> [Problem to solve]
Report every line below that has the string "picture" in it.

> [Provided entries]
»»

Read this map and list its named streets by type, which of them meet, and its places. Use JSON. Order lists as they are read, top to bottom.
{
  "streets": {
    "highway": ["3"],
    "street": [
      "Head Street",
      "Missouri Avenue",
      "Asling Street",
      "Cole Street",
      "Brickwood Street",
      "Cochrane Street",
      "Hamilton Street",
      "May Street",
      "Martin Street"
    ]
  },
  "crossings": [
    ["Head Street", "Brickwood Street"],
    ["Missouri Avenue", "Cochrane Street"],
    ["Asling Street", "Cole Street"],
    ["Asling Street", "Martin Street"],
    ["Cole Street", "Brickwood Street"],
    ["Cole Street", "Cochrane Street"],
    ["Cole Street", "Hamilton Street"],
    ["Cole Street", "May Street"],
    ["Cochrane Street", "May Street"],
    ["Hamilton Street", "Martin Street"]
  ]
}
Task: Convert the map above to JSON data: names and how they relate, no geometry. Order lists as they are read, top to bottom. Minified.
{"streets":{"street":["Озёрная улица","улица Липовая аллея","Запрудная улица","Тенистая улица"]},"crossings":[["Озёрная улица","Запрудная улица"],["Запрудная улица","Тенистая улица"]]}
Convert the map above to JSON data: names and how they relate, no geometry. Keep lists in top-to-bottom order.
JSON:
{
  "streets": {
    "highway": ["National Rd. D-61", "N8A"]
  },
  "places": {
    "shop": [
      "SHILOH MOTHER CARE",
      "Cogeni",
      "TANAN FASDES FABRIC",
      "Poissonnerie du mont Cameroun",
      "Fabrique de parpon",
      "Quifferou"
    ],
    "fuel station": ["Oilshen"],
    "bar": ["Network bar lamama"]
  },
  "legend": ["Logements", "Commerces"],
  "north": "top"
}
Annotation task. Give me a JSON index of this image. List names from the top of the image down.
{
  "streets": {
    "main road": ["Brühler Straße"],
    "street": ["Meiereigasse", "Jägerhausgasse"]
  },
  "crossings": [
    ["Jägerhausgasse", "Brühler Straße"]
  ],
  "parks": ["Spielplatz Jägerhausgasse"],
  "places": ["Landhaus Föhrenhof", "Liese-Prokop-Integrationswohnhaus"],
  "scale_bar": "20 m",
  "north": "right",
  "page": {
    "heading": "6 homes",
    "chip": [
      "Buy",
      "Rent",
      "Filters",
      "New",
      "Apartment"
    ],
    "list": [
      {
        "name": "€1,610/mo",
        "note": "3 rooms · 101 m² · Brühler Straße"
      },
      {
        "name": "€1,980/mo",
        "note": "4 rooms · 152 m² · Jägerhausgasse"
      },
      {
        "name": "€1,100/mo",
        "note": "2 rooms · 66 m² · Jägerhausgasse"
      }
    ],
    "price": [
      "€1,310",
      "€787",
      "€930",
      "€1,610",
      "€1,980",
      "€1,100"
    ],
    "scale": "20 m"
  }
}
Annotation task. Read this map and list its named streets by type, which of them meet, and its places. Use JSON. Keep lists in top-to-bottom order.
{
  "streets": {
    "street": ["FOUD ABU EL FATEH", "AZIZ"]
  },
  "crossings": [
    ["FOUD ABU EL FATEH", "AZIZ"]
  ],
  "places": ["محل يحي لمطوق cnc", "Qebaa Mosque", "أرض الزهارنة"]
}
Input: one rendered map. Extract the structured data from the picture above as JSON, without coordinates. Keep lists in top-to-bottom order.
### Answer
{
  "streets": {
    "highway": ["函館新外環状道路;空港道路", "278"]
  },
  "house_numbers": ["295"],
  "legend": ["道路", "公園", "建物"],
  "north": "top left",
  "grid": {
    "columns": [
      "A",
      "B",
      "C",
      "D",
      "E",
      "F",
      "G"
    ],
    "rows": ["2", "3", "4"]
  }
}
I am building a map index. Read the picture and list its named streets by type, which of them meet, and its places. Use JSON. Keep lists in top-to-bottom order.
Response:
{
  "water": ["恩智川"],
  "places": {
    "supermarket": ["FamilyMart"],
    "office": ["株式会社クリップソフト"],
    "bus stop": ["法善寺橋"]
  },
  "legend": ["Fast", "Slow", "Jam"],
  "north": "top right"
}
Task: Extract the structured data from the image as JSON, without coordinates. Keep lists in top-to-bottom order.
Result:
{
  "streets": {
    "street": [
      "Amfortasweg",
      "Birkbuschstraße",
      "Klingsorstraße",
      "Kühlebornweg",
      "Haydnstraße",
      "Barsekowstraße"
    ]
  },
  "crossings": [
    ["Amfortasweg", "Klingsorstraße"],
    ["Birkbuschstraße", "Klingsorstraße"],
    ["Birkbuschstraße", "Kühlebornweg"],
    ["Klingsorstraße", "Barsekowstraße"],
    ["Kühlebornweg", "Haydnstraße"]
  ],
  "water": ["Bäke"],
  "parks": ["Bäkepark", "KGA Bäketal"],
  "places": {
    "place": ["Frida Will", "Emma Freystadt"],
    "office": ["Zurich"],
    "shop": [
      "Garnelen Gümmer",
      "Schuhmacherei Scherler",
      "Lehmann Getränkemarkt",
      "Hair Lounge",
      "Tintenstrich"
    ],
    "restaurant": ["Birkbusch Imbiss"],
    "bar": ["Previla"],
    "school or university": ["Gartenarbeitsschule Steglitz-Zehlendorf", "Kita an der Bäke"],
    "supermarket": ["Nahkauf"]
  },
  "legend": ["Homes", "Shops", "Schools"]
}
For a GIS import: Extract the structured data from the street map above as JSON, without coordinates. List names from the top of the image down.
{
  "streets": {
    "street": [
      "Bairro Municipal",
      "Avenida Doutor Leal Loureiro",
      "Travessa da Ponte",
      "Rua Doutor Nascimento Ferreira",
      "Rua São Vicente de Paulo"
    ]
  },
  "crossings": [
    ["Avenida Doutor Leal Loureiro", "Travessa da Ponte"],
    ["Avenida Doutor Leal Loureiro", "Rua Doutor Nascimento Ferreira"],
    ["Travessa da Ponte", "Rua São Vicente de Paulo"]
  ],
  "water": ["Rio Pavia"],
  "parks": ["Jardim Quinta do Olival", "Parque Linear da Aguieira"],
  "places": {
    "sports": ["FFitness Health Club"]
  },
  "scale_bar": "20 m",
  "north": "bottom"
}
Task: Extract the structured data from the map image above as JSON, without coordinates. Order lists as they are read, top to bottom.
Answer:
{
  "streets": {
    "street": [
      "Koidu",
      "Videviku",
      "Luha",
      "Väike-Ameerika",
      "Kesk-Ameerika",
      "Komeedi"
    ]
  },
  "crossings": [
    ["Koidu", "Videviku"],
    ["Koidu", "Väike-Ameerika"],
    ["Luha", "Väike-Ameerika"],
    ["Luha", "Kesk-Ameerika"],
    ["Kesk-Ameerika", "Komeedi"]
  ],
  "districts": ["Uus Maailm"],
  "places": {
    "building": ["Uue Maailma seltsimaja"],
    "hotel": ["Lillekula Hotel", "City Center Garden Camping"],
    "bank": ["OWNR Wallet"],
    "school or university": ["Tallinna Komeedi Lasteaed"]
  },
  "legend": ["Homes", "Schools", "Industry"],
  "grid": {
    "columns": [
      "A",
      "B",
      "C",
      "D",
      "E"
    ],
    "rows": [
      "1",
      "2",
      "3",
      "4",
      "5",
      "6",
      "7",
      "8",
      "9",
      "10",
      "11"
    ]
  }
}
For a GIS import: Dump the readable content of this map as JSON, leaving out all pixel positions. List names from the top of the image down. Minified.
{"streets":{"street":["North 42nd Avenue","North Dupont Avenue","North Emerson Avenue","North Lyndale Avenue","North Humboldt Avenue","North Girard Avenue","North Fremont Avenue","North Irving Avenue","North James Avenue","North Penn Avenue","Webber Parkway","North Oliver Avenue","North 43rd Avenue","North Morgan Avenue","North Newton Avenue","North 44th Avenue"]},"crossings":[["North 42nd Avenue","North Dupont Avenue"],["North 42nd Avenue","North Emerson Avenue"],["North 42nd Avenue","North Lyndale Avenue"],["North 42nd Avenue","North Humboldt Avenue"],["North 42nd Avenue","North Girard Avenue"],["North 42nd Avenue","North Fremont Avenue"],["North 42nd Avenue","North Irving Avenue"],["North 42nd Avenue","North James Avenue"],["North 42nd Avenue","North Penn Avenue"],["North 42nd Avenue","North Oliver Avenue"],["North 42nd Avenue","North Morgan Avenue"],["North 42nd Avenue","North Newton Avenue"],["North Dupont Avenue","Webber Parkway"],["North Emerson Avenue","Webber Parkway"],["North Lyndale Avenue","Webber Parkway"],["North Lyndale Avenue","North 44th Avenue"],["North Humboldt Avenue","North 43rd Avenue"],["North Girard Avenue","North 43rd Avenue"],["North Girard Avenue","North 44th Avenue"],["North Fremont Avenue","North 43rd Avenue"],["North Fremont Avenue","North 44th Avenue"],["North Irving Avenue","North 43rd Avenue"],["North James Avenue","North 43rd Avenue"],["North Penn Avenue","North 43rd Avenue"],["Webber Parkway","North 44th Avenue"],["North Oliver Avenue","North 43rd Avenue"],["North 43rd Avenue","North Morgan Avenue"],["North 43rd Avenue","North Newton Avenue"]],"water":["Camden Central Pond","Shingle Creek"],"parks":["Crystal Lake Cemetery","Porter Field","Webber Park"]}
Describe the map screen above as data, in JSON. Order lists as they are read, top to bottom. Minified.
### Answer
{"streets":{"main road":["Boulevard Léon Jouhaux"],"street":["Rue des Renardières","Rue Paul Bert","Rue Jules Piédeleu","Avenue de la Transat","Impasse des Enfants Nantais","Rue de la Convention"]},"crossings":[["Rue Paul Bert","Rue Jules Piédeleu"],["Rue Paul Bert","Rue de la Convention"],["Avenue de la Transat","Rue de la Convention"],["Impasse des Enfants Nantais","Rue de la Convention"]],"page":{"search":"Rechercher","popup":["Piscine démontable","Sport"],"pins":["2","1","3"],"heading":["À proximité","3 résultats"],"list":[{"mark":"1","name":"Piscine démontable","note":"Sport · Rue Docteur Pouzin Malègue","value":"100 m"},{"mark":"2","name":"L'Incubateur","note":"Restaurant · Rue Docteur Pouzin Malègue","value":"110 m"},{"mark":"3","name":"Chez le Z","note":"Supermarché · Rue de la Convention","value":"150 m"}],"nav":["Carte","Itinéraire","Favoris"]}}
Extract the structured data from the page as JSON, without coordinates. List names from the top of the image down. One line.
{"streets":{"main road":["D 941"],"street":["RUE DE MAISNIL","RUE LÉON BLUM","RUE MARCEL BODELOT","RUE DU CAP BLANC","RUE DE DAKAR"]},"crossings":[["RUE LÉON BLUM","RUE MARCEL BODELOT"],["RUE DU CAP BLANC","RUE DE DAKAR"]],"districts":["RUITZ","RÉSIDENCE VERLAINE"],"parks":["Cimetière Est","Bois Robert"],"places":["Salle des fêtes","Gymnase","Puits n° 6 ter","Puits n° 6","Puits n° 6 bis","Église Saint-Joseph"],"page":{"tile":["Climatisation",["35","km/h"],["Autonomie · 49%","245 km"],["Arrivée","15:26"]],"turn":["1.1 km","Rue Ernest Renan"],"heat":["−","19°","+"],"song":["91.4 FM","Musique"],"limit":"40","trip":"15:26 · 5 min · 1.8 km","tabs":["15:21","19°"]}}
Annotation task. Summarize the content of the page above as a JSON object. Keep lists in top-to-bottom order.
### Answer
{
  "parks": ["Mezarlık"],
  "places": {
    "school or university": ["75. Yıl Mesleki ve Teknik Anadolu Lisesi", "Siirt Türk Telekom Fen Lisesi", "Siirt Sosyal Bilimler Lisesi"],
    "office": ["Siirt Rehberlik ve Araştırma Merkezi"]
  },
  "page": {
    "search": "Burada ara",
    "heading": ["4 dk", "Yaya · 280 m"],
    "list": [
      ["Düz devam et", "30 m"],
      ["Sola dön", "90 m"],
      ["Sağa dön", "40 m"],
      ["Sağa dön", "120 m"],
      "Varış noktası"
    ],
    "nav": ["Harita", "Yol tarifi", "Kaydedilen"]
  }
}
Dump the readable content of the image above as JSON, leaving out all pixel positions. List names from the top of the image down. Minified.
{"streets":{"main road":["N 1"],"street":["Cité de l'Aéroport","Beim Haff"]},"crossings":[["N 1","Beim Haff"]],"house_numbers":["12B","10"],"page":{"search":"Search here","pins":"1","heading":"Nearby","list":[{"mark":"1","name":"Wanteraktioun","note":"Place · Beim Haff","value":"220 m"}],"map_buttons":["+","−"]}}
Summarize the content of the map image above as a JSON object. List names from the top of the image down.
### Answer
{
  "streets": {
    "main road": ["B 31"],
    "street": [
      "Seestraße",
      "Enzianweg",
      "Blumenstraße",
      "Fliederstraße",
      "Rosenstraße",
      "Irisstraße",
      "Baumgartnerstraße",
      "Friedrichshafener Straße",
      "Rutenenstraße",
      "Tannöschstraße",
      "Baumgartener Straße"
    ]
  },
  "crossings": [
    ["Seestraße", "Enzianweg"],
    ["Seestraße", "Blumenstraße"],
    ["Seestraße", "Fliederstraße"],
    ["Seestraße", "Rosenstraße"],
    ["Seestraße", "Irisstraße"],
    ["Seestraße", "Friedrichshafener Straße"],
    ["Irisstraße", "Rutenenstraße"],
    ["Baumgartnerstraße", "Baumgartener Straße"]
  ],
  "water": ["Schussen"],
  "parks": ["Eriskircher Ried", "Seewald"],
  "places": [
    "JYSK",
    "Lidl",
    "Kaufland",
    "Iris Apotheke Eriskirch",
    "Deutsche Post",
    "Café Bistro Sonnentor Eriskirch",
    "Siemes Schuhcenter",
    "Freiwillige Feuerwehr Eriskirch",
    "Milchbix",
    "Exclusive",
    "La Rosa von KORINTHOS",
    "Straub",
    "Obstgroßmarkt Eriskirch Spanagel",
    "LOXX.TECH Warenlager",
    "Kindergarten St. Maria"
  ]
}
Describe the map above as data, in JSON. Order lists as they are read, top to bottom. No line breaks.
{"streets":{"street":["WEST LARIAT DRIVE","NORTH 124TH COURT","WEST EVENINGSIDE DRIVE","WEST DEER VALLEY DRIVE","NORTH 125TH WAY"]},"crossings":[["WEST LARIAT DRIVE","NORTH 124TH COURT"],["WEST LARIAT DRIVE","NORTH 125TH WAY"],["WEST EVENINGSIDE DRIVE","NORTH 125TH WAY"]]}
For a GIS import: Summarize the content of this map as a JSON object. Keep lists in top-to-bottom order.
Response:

««

> [Reply to the exercise]
Input: one rendered map. Extract the structured data from the picture above as JSON, without coordinates. Keep lists in top-to-bottom order.
I am building a map index. Read the picture and list its named streets by type, which of them meet, and its places. Use JSON. Keep lists in top-to-bottom order.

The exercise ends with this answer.